Additionally research has shown:
The interscapular brown adipose tissue is commonly and inappropriately referred to as the hibernating gland. Whilst believed by many to be a type of gland, it is actually a collection of adipose tissues lying between the scapulae of rodentine mammals. Composed of brown adipose tissue and divided into two lobes, it resembles a primitive gland, regulating the output of a variety of hormones. The function of the tissue appears to be involved in the storage of medium to small lipid chains for consumption during hibernation, the smaller lipid structure allowing for a more rapid path of energy production than glycolysis.
In studies where the interscapular brown adipose tissue of rats were lesioned, it was demonstrated that the rats had difficulty regulating their normal body-weight.

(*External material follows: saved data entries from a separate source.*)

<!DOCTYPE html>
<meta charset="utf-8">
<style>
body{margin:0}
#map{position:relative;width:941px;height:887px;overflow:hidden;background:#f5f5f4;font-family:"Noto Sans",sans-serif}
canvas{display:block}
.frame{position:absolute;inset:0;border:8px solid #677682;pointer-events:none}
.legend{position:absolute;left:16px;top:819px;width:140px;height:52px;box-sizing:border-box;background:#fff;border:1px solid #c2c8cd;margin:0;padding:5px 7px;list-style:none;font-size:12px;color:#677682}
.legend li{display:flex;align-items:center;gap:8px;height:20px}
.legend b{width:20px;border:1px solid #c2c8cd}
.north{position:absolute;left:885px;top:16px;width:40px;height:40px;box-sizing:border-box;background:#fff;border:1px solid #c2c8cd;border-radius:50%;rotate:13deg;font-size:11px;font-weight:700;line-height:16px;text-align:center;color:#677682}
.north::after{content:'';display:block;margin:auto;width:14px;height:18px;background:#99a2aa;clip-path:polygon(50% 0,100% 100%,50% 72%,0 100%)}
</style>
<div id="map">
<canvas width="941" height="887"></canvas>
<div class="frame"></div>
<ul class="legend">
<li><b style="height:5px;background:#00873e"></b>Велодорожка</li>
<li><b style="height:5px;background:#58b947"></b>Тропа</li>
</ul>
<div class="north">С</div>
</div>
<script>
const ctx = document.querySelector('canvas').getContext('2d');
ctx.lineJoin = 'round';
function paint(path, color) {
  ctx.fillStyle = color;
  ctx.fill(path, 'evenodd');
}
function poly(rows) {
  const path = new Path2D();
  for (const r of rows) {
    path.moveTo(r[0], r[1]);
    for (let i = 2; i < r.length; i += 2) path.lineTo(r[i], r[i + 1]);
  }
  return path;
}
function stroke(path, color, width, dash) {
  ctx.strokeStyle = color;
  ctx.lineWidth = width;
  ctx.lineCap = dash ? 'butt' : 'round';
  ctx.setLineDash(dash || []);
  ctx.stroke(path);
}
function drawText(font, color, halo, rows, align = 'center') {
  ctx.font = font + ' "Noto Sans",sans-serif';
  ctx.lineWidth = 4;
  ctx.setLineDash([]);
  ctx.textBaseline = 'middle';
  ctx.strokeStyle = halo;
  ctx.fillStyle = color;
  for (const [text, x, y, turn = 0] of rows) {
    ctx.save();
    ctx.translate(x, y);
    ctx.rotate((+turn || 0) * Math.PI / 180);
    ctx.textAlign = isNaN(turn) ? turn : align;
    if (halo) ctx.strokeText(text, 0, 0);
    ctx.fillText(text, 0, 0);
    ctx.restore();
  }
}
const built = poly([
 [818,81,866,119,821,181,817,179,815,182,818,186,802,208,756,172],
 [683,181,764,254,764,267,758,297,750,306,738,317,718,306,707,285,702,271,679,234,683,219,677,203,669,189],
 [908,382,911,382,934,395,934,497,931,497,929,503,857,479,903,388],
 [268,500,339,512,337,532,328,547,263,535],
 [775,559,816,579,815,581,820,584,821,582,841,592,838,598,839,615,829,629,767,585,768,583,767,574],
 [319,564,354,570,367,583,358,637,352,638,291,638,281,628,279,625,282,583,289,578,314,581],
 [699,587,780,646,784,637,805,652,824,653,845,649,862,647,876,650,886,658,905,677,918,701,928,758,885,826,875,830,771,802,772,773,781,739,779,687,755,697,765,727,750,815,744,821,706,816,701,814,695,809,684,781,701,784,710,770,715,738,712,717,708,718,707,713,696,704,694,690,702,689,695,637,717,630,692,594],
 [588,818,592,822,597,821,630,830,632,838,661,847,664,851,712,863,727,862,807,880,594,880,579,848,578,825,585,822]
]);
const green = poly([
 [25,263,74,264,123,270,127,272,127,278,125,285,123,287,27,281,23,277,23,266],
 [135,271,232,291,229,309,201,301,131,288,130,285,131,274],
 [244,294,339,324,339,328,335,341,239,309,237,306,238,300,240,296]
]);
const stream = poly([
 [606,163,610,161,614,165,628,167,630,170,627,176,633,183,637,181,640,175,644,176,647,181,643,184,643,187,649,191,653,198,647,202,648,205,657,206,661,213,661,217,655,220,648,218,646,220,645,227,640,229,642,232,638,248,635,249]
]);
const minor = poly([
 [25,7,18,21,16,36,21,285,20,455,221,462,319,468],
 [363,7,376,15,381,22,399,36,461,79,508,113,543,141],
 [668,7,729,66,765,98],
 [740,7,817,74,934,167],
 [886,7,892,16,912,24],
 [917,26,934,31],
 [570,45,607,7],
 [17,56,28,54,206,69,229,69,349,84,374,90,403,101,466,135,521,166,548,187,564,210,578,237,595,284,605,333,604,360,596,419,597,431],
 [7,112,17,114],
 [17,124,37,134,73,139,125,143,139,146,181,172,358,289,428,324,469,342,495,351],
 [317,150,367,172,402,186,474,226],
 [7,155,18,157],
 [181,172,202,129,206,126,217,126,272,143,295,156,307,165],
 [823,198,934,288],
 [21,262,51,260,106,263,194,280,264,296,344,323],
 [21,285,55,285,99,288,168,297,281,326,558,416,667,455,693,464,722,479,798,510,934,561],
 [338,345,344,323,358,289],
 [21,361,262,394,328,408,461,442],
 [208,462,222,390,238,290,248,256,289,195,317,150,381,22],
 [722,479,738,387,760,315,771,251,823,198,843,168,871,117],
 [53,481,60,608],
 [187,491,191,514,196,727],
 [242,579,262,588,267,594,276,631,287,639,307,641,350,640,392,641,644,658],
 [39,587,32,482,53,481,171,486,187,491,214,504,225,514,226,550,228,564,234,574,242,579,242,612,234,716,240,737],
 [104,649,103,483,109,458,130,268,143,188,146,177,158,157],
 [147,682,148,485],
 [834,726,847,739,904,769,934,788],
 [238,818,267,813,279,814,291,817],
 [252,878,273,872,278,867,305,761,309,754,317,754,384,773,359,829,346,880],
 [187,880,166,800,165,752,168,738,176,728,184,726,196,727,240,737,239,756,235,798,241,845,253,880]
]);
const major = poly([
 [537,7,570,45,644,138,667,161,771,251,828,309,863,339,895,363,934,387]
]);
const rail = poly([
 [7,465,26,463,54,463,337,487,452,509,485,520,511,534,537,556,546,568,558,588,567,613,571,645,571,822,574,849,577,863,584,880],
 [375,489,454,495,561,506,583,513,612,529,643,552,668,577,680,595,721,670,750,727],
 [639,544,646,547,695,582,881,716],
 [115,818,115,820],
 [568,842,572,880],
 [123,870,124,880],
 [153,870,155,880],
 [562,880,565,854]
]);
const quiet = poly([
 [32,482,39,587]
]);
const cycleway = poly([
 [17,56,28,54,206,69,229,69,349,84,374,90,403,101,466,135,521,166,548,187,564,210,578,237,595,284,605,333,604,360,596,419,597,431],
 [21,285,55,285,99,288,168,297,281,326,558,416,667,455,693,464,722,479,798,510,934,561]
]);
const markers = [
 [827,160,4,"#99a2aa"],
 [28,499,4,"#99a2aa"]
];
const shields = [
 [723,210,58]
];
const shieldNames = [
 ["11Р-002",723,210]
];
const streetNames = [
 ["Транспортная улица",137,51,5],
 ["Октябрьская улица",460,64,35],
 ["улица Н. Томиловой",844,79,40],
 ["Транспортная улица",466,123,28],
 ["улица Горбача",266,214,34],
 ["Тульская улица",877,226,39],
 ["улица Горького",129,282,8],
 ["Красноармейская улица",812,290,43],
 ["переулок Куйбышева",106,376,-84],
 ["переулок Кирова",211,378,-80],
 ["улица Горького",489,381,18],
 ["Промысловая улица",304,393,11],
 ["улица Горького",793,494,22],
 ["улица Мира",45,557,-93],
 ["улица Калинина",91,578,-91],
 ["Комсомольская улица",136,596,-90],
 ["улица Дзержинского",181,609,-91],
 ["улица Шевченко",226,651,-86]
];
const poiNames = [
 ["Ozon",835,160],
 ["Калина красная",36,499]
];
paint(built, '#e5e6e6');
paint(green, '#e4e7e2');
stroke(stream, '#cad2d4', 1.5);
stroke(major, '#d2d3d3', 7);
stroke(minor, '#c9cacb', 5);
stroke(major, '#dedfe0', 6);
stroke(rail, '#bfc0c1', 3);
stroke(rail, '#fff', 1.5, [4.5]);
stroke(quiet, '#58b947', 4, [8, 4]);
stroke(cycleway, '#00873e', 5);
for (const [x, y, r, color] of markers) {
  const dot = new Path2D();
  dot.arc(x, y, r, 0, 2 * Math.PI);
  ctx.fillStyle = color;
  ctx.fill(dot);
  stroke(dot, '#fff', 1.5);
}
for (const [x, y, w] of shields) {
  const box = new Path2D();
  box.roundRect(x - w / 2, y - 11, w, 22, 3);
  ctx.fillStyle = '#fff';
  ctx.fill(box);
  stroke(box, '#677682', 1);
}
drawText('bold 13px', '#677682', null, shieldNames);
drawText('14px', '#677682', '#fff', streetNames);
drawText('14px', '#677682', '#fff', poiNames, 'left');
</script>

The longest-lived small mammals, bats (30 years) and naked mole rats (32 years), all have remarkably high levels of brown adipose tissue and brown adipose tissue activity. However, brown fat is unlikely to play a role in body temperature regulation of many large-bodied mammals as the UCP1 gene, encoding for the key thermogenic protein of the tissue, has been inactivated in several lineages (e.g. horses, elephants, sea cows, whales and hyraxes). A reduced surface area to volume ratio among large-bodied species decreases heat loss in the cold, diminishing thermogenic demands required to defend body temperatures. UCP1 loss in other species (e.g. pangolins, armadillos, sloths and anteaters) may be linked to selection pressures favouring low metabolic rates.